**Information:**
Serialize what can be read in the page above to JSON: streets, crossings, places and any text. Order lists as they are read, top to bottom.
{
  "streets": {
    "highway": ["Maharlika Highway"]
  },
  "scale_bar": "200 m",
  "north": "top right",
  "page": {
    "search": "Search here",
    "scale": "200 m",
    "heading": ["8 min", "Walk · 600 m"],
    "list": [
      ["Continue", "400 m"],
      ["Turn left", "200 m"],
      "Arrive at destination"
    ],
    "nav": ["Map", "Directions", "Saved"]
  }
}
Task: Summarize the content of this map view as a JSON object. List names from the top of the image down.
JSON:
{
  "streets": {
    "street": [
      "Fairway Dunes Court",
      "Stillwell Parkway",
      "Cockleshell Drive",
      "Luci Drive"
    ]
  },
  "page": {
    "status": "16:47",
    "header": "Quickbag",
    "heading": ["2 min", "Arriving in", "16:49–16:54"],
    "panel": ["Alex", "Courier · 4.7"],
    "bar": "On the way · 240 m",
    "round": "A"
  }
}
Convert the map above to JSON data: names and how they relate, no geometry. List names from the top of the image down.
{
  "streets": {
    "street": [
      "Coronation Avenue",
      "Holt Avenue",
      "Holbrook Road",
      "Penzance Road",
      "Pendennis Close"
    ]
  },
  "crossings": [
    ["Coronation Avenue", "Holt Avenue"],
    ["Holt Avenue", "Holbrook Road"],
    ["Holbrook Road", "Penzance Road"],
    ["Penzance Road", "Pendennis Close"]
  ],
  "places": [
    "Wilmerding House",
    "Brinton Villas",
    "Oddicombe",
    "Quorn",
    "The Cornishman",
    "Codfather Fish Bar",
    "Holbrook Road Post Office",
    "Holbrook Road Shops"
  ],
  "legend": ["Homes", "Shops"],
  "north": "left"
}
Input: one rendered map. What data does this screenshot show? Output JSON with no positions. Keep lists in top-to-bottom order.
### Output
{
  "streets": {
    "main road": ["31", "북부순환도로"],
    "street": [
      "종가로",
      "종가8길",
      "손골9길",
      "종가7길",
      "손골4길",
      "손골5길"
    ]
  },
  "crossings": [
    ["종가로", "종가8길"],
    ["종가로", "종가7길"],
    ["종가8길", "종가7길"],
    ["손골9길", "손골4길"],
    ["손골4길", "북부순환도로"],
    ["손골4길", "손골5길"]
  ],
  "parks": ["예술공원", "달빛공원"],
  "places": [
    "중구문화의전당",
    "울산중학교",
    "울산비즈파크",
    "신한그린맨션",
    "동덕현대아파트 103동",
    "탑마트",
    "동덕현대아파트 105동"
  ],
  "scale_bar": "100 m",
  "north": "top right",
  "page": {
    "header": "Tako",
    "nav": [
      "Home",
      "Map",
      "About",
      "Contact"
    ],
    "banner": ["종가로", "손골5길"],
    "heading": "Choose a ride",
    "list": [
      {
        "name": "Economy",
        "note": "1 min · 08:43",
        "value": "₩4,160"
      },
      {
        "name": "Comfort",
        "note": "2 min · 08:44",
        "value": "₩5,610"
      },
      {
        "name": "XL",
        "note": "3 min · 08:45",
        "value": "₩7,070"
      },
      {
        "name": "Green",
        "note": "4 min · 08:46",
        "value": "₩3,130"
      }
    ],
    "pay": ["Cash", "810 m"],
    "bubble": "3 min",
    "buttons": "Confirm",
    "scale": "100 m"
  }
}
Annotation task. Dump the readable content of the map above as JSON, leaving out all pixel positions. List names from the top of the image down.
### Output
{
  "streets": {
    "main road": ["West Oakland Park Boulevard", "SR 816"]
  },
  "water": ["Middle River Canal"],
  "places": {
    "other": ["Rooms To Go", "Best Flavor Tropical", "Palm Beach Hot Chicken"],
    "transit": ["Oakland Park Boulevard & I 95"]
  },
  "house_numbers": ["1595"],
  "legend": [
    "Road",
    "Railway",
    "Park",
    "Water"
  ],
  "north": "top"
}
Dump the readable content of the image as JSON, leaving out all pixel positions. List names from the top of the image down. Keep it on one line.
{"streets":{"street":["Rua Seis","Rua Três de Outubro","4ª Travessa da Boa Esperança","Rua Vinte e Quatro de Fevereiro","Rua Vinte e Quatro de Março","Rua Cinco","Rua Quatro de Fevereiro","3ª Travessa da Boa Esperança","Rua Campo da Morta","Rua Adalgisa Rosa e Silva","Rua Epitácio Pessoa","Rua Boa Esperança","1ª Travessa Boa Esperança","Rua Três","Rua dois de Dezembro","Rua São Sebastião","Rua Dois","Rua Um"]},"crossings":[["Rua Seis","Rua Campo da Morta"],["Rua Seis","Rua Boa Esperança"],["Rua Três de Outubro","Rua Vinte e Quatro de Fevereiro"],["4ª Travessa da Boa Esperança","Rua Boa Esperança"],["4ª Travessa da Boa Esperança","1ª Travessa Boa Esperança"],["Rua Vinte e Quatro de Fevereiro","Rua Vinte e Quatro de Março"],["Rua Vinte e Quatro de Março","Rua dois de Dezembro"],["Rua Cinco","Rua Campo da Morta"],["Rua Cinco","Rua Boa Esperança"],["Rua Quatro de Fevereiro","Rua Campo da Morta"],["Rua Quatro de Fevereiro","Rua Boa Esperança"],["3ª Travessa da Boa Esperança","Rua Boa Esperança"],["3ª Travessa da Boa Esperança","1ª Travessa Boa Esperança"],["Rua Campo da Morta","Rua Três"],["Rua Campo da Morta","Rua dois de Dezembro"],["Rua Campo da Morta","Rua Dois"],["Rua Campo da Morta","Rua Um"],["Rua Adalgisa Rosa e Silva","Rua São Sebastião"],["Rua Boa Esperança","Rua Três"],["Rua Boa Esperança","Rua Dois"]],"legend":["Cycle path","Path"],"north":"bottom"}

**What to work on:**
Find the word "this" in the entries, then copy out every line that has it.

**Expected output:**
Task: Summarize the content of this map view as a JSON object. List names from the top of the image down.
Input: one rendered map. What data does this screenshot show? Output JSON with no positions. Keep lists in top-to-bottom order.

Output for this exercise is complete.